Les gens en général ne se s’accordent pas le temps et les circonstances d’entrer dans une relation au monde qui permette cette liberté du regard. Il y a toujours comme un dessein global, une mission derrière la manière dont ils appréhendent leur vie. Il me semble que, lorsqu’on a l’occasion de s’éloigner de son agenda – par une forme de nécessité émotionnelle ou d’autres circonstances – on est toujours frappé par les incroyables épiphanies de la nature. Il s’agit souvent de choses très subtiles, juste à la limite de la sensibilité de la plupart des gens. Mes films essaient d’enregistrer et d’offrir ce genre d’expériences 7 .

Notes

  1. Griffith, dans Ezra Goodman, The Fifty-Year Decline and Fall of Hollywood, New York : Simon and Schuster, 1961, p. 19.

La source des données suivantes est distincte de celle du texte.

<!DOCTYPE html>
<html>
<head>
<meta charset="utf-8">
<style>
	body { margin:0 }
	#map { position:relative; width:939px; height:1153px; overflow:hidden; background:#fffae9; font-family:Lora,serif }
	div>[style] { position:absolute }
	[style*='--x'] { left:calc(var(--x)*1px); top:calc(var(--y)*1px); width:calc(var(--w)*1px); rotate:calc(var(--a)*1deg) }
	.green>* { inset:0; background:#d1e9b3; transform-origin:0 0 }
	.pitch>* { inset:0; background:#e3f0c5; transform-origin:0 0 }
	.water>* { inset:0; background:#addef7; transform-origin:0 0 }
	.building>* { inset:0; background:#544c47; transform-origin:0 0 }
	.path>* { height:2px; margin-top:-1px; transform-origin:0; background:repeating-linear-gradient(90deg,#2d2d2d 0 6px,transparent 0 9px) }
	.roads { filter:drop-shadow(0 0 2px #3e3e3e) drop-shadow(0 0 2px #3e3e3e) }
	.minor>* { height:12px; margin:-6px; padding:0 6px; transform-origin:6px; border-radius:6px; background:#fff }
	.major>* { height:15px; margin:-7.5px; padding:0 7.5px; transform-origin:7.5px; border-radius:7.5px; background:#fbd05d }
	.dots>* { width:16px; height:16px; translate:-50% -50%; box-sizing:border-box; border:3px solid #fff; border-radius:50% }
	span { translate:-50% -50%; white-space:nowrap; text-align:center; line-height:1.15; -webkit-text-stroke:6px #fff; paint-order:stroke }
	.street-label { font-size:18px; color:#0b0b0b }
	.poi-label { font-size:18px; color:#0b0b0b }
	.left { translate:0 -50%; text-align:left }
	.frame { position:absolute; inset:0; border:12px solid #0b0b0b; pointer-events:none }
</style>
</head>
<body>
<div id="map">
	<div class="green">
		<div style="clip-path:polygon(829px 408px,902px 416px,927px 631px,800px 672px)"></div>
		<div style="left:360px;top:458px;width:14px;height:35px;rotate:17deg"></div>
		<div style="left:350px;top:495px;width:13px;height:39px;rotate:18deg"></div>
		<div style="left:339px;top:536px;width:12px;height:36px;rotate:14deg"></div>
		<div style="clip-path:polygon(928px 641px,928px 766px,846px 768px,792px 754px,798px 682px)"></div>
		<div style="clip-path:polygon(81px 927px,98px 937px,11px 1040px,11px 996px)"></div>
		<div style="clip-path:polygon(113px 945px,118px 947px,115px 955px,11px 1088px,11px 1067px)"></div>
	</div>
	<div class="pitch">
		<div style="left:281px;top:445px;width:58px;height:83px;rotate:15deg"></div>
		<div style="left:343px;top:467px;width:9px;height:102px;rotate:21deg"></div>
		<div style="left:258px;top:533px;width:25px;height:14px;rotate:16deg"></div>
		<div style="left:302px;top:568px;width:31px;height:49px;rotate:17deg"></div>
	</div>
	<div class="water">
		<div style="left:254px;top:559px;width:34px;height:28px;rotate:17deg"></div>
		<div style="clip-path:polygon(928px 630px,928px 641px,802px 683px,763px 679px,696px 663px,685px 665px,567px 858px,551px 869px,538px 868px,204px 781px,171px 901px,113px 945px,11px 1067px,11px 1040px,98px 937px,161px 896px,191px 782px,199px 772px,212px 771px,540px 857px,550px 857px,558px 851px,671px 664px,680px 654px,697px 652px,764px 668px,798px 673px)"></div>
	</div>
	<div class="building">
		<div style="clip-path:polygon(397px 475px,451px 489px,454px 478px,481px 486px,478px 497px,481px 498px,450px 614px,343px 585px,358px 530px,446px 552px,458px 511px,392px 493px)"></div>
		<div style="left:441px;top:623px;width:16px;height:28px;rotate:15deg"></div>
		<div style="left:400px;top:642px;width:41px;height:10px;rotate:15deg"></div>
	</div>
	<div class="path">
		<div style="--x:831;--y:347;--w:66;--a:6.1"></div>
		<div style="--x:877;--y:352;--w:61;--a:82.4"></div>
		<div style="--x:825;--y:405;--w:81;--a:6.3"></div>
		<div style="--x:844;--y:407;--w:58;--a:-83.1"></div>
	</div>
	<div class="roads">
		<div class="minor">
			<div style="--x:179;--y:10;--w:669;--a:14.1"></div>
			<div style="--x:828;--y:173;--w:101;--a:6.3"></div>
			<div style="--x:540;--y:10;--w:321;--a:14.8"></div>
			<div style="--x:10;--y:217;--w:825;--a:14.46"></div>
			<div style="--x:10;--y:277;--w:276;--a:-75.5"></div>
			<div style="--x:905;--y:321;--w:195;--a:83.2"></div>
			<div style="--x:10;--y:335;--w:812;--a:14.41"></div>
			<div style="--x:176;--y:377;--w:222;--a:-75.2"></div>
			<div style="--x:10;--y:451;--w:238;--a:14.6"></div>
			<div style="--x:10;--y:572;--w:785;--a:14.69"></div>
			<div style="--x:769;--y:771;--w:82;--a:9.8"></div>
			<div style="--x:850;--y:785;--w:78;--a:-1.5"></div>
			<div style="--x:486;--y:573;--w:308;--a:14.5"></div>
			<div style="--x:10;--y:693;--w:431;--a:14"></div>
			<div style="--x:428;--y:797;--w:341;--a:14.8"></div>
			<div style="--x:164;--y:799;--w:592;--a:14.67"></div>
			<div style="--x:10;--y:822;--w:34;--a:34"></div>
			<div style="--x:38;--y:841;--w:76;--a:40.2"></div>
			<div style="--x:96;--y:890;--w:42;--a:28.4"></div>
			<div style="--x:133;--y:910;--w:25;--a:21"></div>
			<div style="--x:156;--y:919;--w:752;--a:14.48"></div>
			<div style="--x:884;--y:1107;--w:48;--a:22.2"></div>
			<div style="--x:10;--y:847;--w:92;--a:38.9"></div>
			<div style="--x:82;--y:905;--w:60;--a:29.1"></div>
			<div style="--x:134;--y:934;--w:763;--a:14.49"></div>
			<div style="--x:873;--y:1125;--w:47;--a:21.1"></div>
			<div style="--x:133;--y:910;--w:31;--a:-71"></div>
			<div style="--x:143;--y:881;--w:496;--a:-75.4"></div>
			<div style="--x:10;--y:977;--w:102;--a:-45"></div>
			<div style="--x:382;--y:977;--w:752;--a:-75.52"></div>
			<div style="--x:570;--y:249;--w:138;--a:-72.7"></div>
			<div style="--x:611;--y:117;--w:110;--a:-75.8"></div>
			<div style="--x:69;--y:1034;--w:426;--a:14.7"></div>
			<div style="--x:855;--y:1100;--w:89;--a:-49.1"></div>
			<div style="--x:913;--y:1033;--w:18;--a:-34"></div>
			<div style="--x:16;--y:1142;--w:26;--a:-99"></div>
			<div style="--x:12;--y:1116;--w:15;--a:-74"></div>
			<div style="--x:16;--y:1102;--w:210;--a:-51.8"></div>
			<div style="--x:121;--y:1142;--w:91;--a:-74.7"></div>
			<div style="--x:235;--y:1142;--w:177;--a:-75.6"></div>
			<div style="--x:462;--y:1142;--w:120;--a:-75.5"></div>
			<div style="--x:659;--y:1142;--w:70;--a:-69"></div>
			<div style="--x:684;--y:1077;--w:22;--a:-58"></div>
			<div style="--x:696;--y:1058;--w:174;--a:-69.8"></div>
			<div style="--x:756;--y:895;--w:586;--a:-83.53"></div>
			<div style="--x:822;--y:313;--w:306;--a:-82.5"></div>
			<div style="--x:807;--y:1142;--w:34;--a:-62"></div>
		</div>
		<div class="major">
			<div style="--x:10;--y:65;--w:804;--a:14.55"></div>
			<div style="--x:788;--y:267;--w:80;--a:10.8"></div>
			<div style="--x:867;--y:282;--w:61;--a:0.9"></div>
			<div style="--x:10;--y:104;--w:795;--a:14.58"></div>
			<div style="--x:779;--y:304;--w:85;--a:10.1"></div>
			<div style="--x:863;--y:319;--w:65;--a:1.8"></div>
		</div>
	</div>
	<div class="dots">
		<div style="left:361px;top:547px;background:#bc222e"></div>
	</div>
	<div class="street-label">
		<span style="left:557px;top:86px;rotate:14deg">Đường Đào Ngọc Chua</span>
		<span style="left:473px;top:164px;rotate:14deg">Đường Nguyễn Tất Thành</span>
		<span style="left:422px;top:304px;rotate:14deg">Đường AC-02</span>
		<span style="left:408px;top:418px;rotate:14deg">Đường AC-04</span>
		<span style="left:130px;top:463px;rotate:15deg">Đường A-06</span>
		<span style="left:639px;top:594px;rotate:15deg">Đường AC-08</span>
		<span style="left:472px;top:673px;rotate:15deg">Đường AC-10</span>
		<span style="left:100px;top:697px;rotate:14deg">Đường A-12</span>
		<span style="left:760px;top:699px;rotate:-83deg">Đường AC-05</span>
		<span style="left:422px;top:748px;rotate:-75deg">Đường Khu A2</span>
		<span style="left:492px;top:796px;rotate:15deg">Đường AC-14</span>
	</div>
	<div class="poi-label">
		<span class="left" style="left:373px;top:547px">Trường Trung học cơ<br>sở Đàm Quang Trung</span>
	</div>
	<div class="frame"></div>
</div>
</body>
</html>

  2. « Like the haiku of Bashô, the scholar Tom Gunning observes, these seemingly simple films offer lessons in the art of seeing and fashioning images that make you wonder how anyone could produce something simultaneously so humble and so astounding. » Toutes les traductions sont de l’auteur.
  3. Georges Sadoul, Histoire générale du cinéma : 1832-1897, Paris : Denoël, 1948, p. 291.
  4. Cette anecdote nous vient d’un entretien privé avec Peter Hutton, réalisé par courrier électronique, en mars 2013.
  5. Gilles Deleuze, L’image-temps, Paris, Les Éditions de Minuit, 1985, p. 28.
  6. « But it’s the idea of bringing a sense of time into these renditions of nature that excites me about cinema. My films are a way of subtly tweaking that formal approach to beauty by allowing another language to come in: movement and transformation. On the other hand, there’s often an attempt to “stop time” in my films, letting time be an overriding element that provides some small revelation about the image. Mine is an extremely reductive strategy. » Scott McDonald, A Critical Cinema 3 : Interviews with Independent Filmmakers, Berkeley (CA), University of California Press, 1998, p. 247.
  7. « For the most part, people don’t allow themselves the time or the circumstances to get into a relationship with the world that provides freedom to actually look at things. There’s always an overriding design or mission behind their negotiation with life. I think when you have the occasion to step away from agendas—whether it’s through circumstance or out of some kind of emotional necessity—then you’re often struck by the incredible epiphanies of nature. These are often very subtle things, right at the edge of most people’s sensibilities. My films try to record and to offer some of these experiences. » Scott McDonald, A critical cinema, Op. cit., pp. 243-244.